Stored records
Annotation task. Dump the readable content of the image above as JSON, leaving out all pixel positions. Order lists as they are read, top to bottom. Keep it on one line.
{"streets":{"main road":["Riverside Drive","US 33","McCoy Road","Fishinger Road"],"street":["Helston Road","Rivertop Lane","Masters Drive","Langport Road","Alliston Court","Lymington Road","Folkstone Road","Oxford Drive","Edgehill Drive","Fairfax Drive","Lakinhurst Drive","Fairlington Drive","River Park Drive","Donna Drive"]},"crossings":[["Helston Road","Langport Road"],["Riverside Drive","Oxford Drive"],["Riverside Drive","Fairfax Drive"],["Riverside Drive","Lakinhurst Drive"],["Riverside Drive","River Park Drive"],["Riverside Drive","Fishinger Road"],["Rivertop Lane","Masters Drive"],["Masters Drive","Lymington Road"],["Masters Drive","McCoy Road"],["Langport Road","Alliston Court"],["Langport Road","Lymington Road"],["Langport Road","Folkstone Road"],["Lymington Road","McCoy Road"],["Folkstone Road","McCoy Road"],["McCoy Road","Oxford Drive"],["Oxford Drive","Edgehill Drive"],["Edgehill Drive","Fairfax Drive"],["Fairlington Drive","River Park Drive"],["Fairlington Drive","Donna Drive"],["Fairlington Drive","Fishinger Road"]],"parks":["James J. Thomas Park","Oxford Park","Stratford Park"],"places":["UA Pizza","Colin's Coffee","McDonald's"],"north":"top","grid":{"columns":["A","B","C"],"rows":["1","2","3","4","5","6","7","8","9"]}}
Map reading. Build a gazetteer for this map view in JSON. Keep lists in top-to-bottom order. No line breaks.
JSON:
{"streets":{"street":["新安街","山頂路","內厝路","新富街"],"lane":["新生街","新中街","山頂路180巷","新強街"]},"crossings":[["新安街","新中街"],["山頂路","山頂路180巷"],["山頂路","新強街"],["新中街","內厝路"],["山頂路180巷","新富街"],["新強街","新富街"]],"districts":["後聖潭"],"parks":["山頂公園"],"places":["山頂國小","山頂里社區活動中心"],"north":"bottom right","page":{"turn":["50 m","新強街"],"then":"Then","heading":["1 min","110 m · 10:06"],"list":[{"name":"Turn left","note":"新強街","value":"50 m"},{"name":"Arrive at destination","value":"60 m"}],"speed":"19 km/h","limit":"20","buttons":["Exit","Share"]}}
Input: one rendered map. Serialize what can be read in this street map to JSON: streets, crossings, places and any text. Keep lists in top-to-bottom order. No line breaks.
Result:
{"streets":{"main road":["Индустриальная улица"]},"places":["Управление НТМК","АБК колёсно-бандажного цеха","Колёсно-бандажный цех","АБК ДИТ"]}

**What to work on**
Every entry must be printed again, exactly as it reads.

**Solution to the exercise**
Annotation task. Dump the readable content of the image above as JSON, leaving out all pixel positions. Order lists as they are read, top to bottom. Keep it on one line.
{"streets":{"main road":["Riverside Drive","US 33","McCoy Road","Fishinger Road"],"street":["Helston Road","Rivertop Lane","Masters Drive","Langport Road","Alliston Court","Lymington Road","Folkstone Road","Oxford Drive","Edgehill Drive","Fairfax Drive","Lakinhurst Drive","Fairlington Drive","River Park Drive","Donna Drive"]},"crossings":[["Helston Road","Langport Road"],["Riverside Drive","Oxford Drive"],["Riverside Drive","Fairfax Drive"],["Riverside Drive","Lakinhurst Drive"],["Riverside Drive","River Park Drive"],["Riverside Drive","Fishinger Road"],["Rivertop Lane","Masters Drive"],["Masters Drive","Lymington Road"],["Masters Drive","McCoy Road"],["Langport Road","Alliston Court"],["Langport Road","Lymington Road"],["Langport Road","Folkstone Road"],["Lymington Road","McCoy Road"],["Folkstone Road","McCoy Road"],["McCoy Road","Oxford Drive"],["Oxford Drive","Edgehill Drive"],["Edgehill Drive","Fairfax Drive"],["Fairlington Drive","River Park Drive"],["Fairlington Drive","Donna Drive"],["Fairlington Drive","Fishinger Road"]],"parks":["James J. Thomas Park","Oxford Park","Stratford Park"],"places":["UA Pizza","Colin's Coffee","McDonald's"],"north":"top","grid":{"columns":["A","B","C"],"rows":["1","2","3","4","5","6","7","8","9"]}}
Map reading. Build a gazetteer for this map view in JSON. Keep lists in top-to-bottom order. No line breaks.
JSON:
{"streets":{"street":["新安街","山頂路","內厝路","新富街"],"lane":["新生街","新中街","山頂路180巷","新強街"]},"crossings":[["新安街","新中街"],["山頂路","山頂路180巷"],["山頂路","新強街"],["新中街","內厝路"],["山頂路180巷","新富街"],["新強街","新富街"]],"districts":["後聖潭"],"parks":["山頂公園"],"places":["山頂國小","山頂里社區活動中心"],"north":"bottom right","page":{"turn":["50 m","新強街"],"then":"Then","heading":["1 min","110 m · 10:06"],"list":[{"name":"Turn left","note":"新強街","value":"50 m"},{"name":"Arrive at destination","value":"60 m"}],"speed":"19 km/h","limit":"20","buttons":["Exit","Share"]}}
Input: one rendered map. Serialize what can be read in this street map to JSON: streets, crossings, places and any text. Keep lists in top-to-bottom order. No line breaks.
Result:
{"streets":{"main road":["Индустриальная улица"]},"places":["Управление НТМК","АБК колёсно-бандажного цеха","Колёсно-бандажный цех","АБК ДИТ"]}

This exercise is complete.